* [Task statement]: Ignoring every picture, transcribe the data in full as it stands.

──────── Data provided

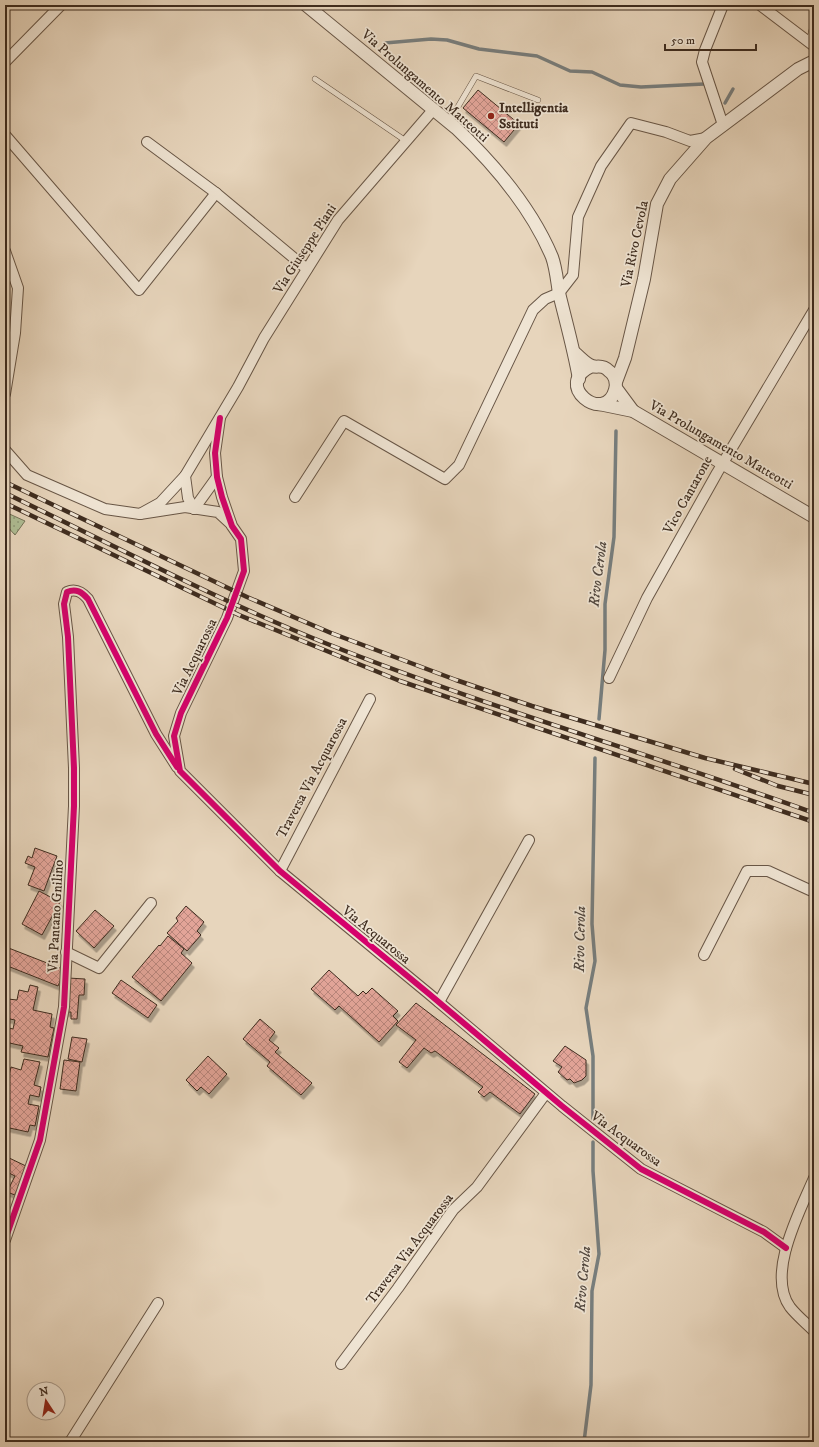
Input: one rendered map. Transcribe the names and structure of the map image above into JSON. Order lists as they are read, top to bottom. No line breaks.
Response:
{"streets":{"street":["Via Prolungamento Matteotti","Via Rivo Cevola","Via Giuseppe Piani","Vico Cantarone","Via Acquarossa","Traversa Via Acquarossa","Via Pantano Gnilino"]},"crossings":[["Via Prolungamento Matteotti","Via Rivo Cevola"],["Via Prolungamento Matteotti","Via Giuseppe Piani"],["Via Prolungamento Matteotti","Vico Cantarone"],["Via Acquarossa","Traversa Via Acquarossa"],["Via Acquarossa","Via Pantano Gnilino"]],"water":["Rivo Cerola"],"places":["Intelligentia Sstituti"],"scale_bar":"50 m","north":"top"}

────────────────

* [Solution for this problem]:
Input: one rendered map. Transcribe the names and structure of the map image above into JSON. Order lists as they are read, top to bottom. No line breaks.
Response:
{"streets":{"street":["Via Prolungamento Matteotti","Via Rivo Cevola","Via Giuseppe Piani","Vico Cantarone","Via Acquarossa","Traversa Via Acquarossa","Via Pantano Gnilino"]},"crossings":[["Via Prolungamento Matteotti","Via Rivo Cevola"],["Via Prolungamento Matteotti","Via Giuseppe Piani"],["Via Prolungamento Matteotti","Vico Cantarone"],["Via Acquarossa","Traversa Via Acquarossa"],["Via Acquarossa","Via Pantano Gnilino"]],"water":["Rivo Cerola"],"places":["Intelligentia Sstituti"],"scale_bar":"50 m","north":"top"}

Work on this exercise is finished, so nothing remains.